И я уверен, что развеять свой прах он решил под влиянием завещания ЛЮ. Вскоре после ее похорон он слег в больницу и, безнадежно больной, звонил моему отцу и расспрашивал, как это было, кто выполнил ее волю. Потом долго молчал. Вскоре его не стало…
Много сделал Симонов, освобождая живую фигуру Маяковского от бронзы многопудья, а ЛЮ от наветов. Он писал о поэте — как поэт. После него я видел такое благородное отношение к Маяковскому только у Евгения Евтушенко.
Французские встречи
В какой-то вздорной статье последних лет, полной небылиц, я прочел, что Франция была «второй родиной» ЛЮ и она ездила туда, когда вздумается. Чепуха! Ездила она к сестре лишь тогда, когда советская власть ее выпускала, а не когда ей хотелось повидаться с родными. Более тридцати лет ЛЮ не выезжала во Францию, а была у сестры несколько раз лишь после 1955 года, когда приподняли железный занавес.
Останавливались они с отцом в квартире Эльзы, пока она была жива, а летом жили на ее даче под Парижем, на знаменитой «Мельнице».

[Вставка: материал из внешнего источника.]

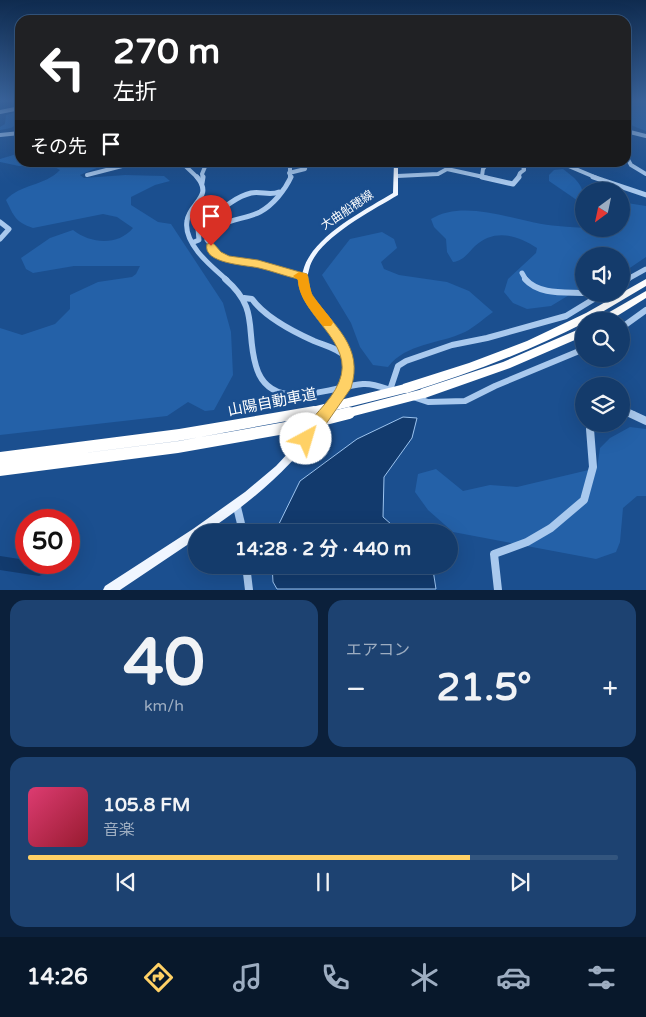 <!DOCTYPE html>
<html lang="ja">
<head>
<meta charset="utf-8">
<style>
	body { margin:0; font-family:"Varela Round","Noto Sans JP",sans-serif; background:#1d4271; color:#f1f3f6; height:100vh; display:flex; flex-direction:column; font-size:19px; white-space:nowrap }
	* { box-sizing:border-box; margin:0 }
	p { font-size:16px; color:#9dadc1 }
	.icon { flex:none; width:28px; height:28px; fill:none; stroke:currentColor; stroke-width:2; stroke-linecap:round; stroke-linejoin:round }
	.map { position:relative; height:590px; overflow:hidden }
	.details { display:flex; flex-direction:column; gap:10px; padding:10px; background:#0b203b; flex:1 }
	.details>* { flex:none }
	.hud { position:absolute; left:15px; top:15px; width:616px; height:152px; border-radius:15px; box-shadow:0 5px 20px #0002,0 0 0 1px #33557e; background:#202124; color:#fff; overflow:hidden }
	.needle { width:32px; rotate:213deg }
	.controls { position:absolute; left:575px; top:182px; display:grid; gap:10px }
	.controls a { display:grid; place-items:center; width:55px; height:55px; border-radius:50%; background:#143b6b; box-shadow:0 5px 20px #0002,0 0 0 1px #33557e; font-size:25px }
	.speed { position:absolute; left:15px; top:509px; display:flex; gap:10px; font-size:25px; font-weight:700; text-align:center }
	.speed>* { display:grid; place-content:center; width:65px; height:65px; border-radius:50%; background:#143b6b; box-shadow:0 5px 20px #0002,0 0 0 1px #33557e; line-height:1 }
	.speed .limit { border:8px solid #d22; background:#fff; color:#111 }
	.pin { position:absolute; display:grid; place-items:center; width:42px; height:42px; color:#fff; margin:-51px -21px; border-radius:50% 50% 50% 0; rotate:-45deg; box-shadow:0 0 5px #0007 }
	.pin .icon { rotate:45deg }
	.me { position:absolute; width:55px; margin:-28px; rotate:39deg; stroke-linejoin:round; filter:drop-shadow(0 0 4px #0008) }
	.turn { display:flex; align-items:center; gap:18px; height:105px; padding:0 15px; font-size:22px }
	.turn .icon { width:65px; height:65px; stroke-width:2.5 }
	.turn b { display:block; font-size:35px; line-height:42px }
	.then { display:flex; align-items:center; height:48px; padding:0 15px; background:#0003; gap:10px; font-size:19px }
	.big { font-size:38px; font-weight:700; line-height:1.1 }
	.details .card { flex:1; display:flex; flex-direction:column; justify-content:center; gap:8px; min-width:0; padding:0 18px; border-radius:15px; background:#1d4271 }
	.details .dial { align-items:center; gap:0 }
	.dial b { font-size:65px; line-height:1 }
	.song { display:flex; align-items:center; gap:15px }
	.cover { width:60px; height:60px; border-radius:8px; background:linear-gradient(135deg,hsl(340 70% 55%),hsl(350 70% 35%)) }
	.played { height:5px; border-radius:2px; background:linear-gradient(90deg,#ffd166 75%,#33557e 75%) }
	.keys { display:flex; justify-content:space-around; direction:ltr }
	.heat { display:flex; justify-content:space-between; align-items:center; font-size:28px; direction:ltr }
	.details .tiles { flex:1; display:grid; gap:10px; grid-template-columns:1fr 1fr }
	.card:last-child { grid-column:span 2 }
	.trip { position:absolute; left:188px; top:524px; width:270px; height:50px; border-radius:25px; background:#143b6b; box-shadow:0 5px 20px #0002,0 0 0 1px #33557e; font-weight:700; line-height:50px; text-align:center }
	.menu { display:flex; height:80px; justify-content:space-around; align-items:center; background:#08182b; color:#9dadc1 }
	.menu .icon { width:35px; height:35px }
	.menu .current { color:#ffd166 }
	.menu b { font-size:22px; color:#f1f3f6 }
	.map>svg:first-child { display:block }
	.green { fill:#2461a8 }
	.water { fill:#123a6d; stroke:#9cc4f0 }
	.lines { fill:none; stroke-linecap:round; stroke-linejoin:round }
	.river { fill:#123a6d; fill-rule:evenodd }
	.minor-far3 { stroke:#a9c9ee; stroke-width:4 }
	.minor-far2 { stroke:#a9c9ee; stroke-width:5 }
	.minor-far1 { stroke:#a9c9ee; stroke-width:6 }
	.minor { stroke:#a9c9ee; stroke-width:8 }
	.major { fill:#f0f6ff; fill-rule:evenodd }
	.highway { fill:#fff; fill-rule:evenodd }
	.highway-bridge-far1 { stroke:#fff; stroke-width:9 }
	.highway-bridge { stroke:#fff; stroke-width:12 }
	.route { fill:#ffd166; stroke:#a68842 }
	.slow { fill:#f59e0b }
	.labels { text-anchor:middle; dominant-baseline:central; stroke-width:5; stroke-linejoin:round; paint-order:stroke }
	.street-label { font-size:12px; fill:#fff; stroke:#1b4f8f }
	.near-street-label { font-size:15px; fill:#fff; stroke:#1b4f8f }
</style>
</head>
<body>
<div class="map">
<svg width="646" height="590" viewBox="0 0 646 590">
	<rect width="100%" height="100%" fill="#1b4f8f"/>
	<g class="green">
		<polygon points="626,100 646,100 646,131 633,126 626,120"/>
		<polygon points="20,111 20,122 11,128 0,130 0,127 5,124 6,115"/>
		<path d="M20 153V162L117 163 106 164 80 175 84 178 125 175 164 176 170 181 155 185 131 197V205L158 222 171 224 223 303 231 332 233 375 214 410 205 411 188 402 167 416 0 435V328L22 335 55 324 70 309V295L98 282 132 277 136 274 140 266H74L33 273 26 269 21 258 50 238 73 230C91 244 118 246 133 228L117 217 103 214 33 228C15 222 14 216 6 200 20 184 45 186 60 170L49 164 19 166 0 162V159Z"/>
		<path d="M563 169C579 181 584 186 584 205L549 181V175L554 170Z"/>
		<path d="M621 202 646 206V257L621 274V256H584V286L551 306 527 309 513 303 504 292 508 279 536 253 537 248C518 235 494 228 475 246 468 253 463 261 453 262L447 252 446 239 434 227 431 219C467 197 520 224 558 226 580 228 598 229 621 229Z"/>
		<path d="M382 232 394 239 397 248 381 262 384 269 399 275 447 282 469 291 493 312C484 318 475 327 465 332 440 344 406 343 388 367L373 365 360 347 351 323 322 275 350 239Z"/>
		<polygon points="630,427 646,429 646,496 637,496 623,508 620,542 616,552 596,559 453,532 428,510 415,492 418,474 436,469 463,491 490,485 517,487 597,468 600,448 610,438"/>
	</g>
	<g class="water">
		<polygon points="403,417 417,418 412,438 384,477 383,517 400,532 275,532 300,481 357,439"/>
		<polygon points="272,565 429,565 433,570 436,589 277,589 273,582"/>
	</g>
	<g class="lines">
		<polygon class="river" points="0,556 26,560 26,562 40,562 44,564 46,569 44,574 39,576 0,570"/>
		<g class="minor-far3">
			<polyline points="0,112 20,108"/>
			<polyline points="626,131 646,136"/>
			<polyline points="0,135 20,133"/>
			<polyline points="626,156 631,165 646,174"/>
			<polyline points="181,162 198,178"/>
			<polyline points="290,162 290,178"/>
			<polyline points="444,162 450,165 447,169"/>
			<polyline points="513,162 523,167"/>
			<polyline points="559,162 597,178"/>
			<polyline points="289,173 305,169 306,162"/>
			<polyline points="87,175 126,165 137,166 156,162"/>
			<polyline points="397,176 438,174 447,169 488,178"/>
			<polyline points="482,176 483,169 488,162"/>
			<polyline points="203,178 202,174 207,162"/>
			<polyline points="518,178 520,173 524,170 524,166 528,163 543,162"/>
		</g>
		<g class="minor-far2">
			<path d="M197 177C214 197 189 203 187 221 183 244 212 267 227 280"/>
			<path d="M291 177C285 190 273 205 260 212 242 221 215 219 207 240L221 257 258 264 303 277"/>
			<polyline points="482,177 513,184 519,177"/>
			<polyline points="593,177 646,195"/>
			<polyline points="202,183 203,177"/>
			<polyline points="0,222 9,229 0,239"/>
			<path d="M194 242 199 240 198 228C215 216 231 198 251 193 261 191 270 196 279 192"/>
			<polyline points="522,273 526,280"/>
			<polyline points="626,280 646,269"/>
		</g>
		<g class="minor-far1">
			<path d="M225 279C260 309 245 329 256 366 270 415 329 387 363 384 373 383 384 388 393 391"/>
			<path d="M525 279C539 295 564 292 584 293"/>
			<polyline points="621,283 628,279"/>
			<path d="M244 298 252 299C265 317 294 332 314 341 326 346 337 348 346 357"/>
			<polyline points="621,328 646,310"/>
			<polyline points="390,390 398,366 406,361 452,345 487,338 566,316 602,294"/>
			<polyline points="413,397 428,402 465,401 495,386 584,349"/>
			<polyline points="621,412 633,414"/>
		</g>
		<g class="minor">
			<polyline points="629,413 646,421"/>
			<polyline points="237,507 243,532"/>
			<polyline points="246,565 249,590"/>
			<polyline points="498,590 494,554 527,542 551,528 584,500 593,467 590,429 592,424"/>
		</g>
		<g class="major">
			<path d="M394 162H398V195C373 210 320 237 310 266 309 270 307 277 307 281 307 292 314 300 320 308 340 335 361 354 346 389 343 397 339 408 332 411L329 410 328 407C334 394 343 384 343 369 344 349 333 336 322 322 313 309 302 298 301 282 300 278 302 274 303 271 311 237 365 210 393 193Z"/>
			<path d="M321 417 324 418 325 421 324 424C289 469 253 501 206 532H196V539L120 590H103L105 586 193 529 245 492 276 466 290 451 318 418Z"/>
		</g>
		<g class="highway">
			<path d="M646 279V286L592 318 584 321V323C527 352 468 374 407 393L403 392 402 388 403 384 469 363 527 341 586 313Z"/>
			<polygon points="646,291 646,298 609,321 597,321 599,318"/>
			<polygon points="584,327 584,336 510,368 425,398 421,397 420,393 421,389 503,362"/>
			<polygon points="314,406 318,407 320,411 318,415 314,416 179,441 61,456 178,441 302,419 306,421 308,425 306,429 302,431 178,453 0,476 0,452 179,429"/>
		</g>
		<g class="highway-bridge-far1">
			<polyline points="314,411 407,388"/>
			<polyline points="344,414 425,393"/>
		</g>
		<polyline class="highway-bridge" points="302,425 349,413"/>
	</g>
	<linearGradient id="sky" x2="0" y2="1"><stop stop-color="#0f2b4f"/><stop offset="0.55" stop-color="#39639b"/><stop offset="1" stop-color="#39639b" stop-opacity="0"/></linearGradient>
	<rect width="646" height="183" fill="url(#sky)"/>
	<path class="route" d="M211 243 214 244 221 252 229 256 258 260 307 274C310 281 308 289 313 296 334 327 364 346 351 388L312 444 306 447 301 444 299 439C308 418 331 403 339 382 356 342 300 317 298 279 285 276 272 271 259 268 247 265 202 264 207 244Z"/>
	<path class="slow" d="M299 272 307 274 312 295 331 319 333 323 331 326H323C312 311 299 299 298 280L293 276Z"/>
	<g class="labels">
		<g class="street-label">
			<text transform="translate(347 210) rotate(-34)">大曲船穂線</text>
		</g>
		<g class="near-street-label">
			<text transform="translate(272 402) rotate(-11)">山陽自動車道</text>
		</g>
	</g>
</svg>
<div class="controls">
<a><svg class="needle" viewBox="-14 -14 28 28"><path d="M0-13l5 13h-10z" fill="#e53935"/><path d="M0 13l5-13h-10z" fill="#9dadc1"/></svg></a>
<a><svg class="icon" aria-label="sound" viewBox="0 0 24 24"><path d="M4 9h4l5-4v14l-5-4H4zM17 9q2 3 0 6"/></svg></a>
<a><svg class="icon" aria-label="search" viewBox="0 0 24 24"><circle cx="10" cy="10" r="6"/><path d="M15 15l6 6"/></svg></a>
<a><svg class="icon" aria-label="layers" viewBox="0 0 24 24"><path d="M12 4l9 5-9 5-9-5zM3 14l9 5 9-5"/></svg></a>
</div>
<div class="speed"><div class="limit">50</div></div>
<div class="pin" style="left:211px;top:246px;background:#d93025"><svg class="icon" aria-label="arrive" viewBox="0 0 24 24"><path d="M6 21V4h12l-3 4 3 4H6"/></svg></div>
<svg class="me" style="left:306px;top:439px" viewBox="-20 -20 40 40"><circle r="19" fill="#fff"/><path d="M0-13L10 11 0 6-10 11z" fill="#ffd166"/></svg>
<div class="trip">14:28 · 2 分 · 440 m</div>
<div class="hud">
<div class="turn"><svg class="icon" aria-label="left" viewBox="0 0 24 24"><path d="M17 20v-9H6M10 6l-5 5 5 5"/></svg><div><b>270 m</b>左折</div></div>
<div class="then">その先<svg class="icon" aria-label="arrive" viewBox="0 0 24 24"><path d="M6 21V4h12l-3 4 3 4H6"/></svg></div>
</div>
</div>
<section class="details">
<div class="tiles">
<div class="card dial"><b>40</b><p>km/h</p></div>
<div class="card"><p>エアコン</p>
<div class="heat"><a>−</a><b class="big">21.5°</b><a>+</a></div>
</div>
<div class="card">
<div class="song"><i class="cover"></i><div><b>105.8 FM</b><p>音楽</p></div></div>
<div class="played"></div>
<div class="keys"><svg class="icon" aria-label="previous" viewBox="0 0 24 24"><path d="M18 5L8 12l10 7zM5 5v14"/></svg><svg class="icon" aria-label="pause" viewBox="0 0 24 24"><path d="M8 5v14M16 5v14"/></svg><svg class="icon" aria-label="next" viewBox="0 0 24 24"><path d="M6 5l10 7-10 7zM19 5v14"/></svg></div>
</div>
</div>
</section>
<nav class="menu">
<b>14:26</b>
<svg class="icon current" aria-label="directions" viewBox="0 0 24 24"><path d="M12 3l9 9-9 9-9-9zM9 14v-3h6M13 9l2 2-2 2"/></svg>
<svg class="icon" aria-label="music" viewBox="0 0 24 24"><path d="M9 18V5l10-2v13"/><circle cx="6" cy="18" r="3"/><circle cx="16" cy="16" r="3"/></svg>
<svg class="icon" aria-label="phone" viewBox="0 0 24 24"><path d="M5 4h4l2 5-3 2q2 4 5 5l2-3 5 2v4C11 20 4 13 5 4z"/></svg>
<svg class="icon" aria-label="climate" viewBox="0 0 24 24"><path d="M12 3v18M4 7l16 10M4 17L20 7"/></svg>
<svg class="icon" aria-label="car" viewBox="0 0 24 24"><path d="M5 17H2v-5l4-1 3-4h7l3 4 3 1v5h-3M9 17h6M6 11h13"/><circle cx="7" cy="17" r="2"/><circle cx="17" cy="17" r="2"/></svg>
<svg class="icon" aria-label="filters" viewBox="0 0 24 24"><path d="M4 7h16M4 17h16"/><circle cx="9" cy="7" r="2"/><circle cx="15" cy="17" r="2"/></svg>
</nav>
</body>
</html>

С общительным характером Лили Юрьевны у нее образовался там круг друзей, с которыми она встречалась потом и в Москве, и переписывалась с ними. Рассказать обо всех — места не хватит, назову лишь нескольких…
Году в 58-м Эльза прислала сестре пластинку — «Человеческий голос» Жана Кокто на музыку Пуленка. Опера настолько понравилась ЛЮ, что она перевела текст. И раздала нам экземпляры, чтобы мы, не понимающие французского, могли бы слушать не только музыку, но и понимать смысл. Это была история покинутой женщины, которая пытается удержать любовника, разговаривая с ним по телефону. В драме эту роль играла Мария Казарес, в кино снялась Анна Маньяни, а в опере пела Дениз Дюваль. У нас в Большом поставили эту одноактную оперу, дирижировал Ростропович, а пела Вишневская. Она была, как всегда, злая, неулыбчатая, и казалось естественным, что ее таки бросили. «Человеческий голос» меня вообще заинтересовал, и я заговорил с ЛЮ о Кокто, которого в те пятидесятые у нас совершенно не знали — как будто его и не было. ЛЮ рассказала о нем и, в частности, вспомнила:
«В прошлом году в Париже мы сидели в «Куполь», ужинали. Вошел Кокто с двумя дамами и сразу обратил на себя внимание, хотя был тщедушен и некрасив — темносиняя пелерина на меху с золотой цепью-застежкой, белые лайковые перчатки. Небрежно скинув все прямо на ковер (лакей замешкался), он оказался в пиджаке с подвернутыми рукавами — это он ввел их в моду. Атласная подкладка была ярко-красной, очень эффектно и красиво. Увидев Эльзу и Арагона, он подошел к столику, познакомился со мною и Василием Абгаровичем, мы перекинулись парой слов, и он ушел к своим дамам. Они сидели недолго, а когда мы спросили счет, метрдотель ответил: «Заплачено. Мсье Кокто угощает». Арагон с некоторой долей досады воскликнул: «Эти вечные его штучки!», а я удивилась и нашла «эти штучки» очень любезными. О чем и сказала Кокто, когда он на другой день позвонил. В ответ он разразился монологом, в результате чего мы были приглашены к нему смотреть скульптуры одного молодого гения. Скульптуры оказались чепуховые, сплошь подражательные, а молодой гений — симпатичный неуч. Но сам Жан — умница и сноб снобович, веселый, утонченный, любезный. Варил кофе, а гениального скульптора погнал в лавку за печеньем. Говорили о чьей-то постановке «Кориолана» с декорациями Кокто, он показывал наброски, очень красивые. Особенно костюмы, эскизы которых были коллажированы золотой парчой и засушенными цветами.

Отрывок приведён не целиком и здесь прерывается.